From the first line to the last, give the listing again exactly.
------ Exercise data
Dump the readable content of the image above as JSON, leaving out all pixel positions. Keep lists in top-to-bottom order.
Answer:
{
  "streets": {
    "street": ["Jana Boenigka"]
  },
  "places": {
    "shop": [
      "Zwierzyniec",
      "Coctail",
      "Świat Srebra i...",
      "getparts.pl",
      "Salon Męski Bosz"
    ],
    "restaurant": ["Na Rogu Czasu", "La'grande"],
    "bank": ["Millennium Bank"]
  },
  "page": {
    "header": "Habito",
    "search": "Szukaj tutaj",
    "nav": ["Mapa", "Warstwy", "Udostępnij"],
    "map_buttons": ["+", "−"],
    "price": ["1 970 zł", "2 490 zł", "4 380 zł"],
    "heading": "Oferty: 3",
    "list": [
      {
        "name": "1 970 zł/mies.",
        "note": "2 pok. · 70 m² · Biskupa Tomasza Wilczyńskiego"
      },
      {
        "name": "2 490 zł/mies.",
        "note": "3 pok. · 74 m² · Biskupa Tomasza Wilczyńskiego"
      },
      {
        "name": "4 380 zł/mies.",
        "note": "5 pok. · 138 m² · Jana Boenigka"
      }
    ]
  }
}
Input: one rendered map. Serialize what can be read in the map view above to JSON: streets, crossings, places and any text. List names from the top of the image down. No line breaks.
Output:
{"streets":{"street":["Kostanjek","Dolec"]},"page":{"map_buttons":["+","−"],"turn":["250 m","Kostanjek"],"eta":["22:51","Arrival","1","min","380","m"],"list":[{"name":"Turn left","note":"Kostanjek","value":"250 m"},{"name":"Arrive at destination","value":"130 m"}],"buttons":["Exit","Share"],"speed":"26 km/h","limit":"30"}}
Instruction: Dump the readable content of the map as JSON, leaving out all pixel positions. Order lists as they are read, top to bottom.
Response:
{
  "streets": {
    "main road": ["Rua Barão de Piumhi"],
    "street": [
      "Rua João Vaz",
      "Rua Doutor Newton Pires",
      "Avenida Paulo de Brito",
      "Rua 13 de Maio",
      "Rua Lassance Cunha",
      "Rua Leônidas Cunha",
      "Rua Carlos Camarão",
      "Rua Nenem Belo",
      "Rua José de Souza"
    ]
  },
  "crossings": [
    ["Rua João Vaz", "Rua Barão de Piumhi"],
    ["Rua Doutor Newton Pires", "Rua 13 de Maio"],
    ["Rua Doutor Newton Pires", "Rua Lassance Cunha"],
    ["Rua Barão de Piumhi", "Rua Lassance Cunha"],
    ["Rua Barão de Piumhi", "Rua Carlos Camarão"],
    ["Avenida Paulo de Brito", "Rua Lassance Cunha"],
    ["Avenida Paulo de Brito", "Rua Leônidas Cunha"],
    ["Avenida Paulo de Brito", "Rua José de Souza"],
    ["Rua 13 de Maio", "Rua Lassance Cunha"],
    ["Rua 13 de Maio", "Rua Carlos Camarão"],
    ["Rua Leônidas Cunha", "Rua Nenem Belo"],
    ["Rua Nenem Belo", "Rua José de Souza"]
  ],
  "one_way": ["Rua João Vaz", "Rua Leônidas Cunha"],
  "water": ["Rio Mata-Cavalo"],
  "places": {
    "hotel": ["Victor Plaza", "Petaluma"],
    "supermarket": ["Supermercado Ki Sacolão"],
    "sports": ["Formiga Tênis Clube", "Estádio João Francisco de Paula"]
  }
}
------------
| Output of the exercise |
Dump the readable content of the image above as JSON, leaving out all pixel positions. Keep lists in top-to-bottom order.
Answer:
{
  "streets": {
    "street": ["Jana Boenigka"]
  },
  "places": {
    "shop": [
      "Zwierzyniec",
      "Coctail",
      "Świat Srebra i...",
      "getparts.pl",
      "Salon Męski Bosz"
    ],
    "restaurant": ["Na Rogu Czasu", "La'grande"],
    "bank": ["Millennium Bank"]
  },
  "page": {
    "header": "Habito",
    "search": "Szukaj tutaj",
    "nav": ["Mapa", "Warstwy", "Udostępnij"],
    "map_buttons": ["+", "−"],
    "price": ["1 970 zł", "2 490 zł", "4 380 zł"],
    "heading": "Oferty: 3",
    "list": [
      {
        "name": "1 970 zł/mies.",
        "note": "2 pok. · 70 m² · Biskupa Tomasza Wilczyńskiego"
      },
      {
        "name": "2 490 zł/mies.",
        "note": "3 pok. · 74 m² · Biskupa Tomasza Wilczyńskiego"
      },
      {
        "name": "4 380 zł/mies.",
        "note": "5 pok. · 138 m² · Jana Boenigka"
      }
    ]
  }
}
Input: one rendered map. Serialize what can be read in the map view above to JSON: streets, crossings, places and any text. List names from the top of the image down. No line breaks.
Output:
{"streets":{"street":["Kostanjek","Dolec"]},"page":{"map_buttons":["+","−"],"turn":["250 m","Kostanjek"],"eta":["22:51","Arrival","1","min","380","m"],"list":[{"name":"Turn left","note":"Kostanjek","value":"250 m"},{"name":"Arrive at destination","value":"130 m"}],"buttons":["Exit","Share"],"speed":"26 km/h","limit":"30"}}
Instruction: Dump the readable content of the map as JSON, leaving out all pixel positions. Order lists as they are read, top to bottom.
Response:
{
  "streets": {
    "main road": ["Rua Barão de Piumhi"],
    "street": [
      "Rua João Vaz",
      "Rua Doutor Newton Pires",
      "Avenida Paulo de Brito",
      "Rua 13 de Maio",
      "Rua Lassance Cunha",
      "Rua Leônidas Cunha",
      "Rua Carlos Camarão",
      "Rua Nenem Belo",
      "Rua José de Souza"
    ]
  },
  "crossings": [
    ["Rua João Vaz", "Rua Barão de Piumhi"],
    ["Rua Doutor Newton Pires", "Rua 13 de Maio"],
    ["Rua Doutor Newton Pires", "Rua Lassance Cunha"],
    ["Rua Barão de Piumhi", "Rua Lassance Cunha"],
    ["Rua Barão de Piumhi", "Rua Carlos Camarão"],
    ["Avenida Paulo de Brito", "Rua Lassance Cunha"],
    ["Avenida Paulo de Brito", "Rua Leônidas Cunha"],
    ["Avenida Paulo de Brito", "Rua José de Souza"],
    ["Rua 13 de Maio", "Rua Lassance Cunha"],
    ["Rua 13 de Maio", "Rua Carlos Camarão"],
    ["Rua Leônidas Cunha", "Rua Nenem Belo"],
    ["Rua Nenem Belo", "Rua José de Souza"]
  ],
  "one_way": ["Rua João Vaz", "Rua Leônidas Cunha"],
  "water": ["Rio Mata-Cavalo"],
  "places": {
    "hotel": ["Victor Plaza", "Petaluma"],
    "supermarket": ["Supermercado Ki Sacolão"],
    "sports": ["Formiga Tênis Clube", "Estádio João Francisco de Paula"]
  }
}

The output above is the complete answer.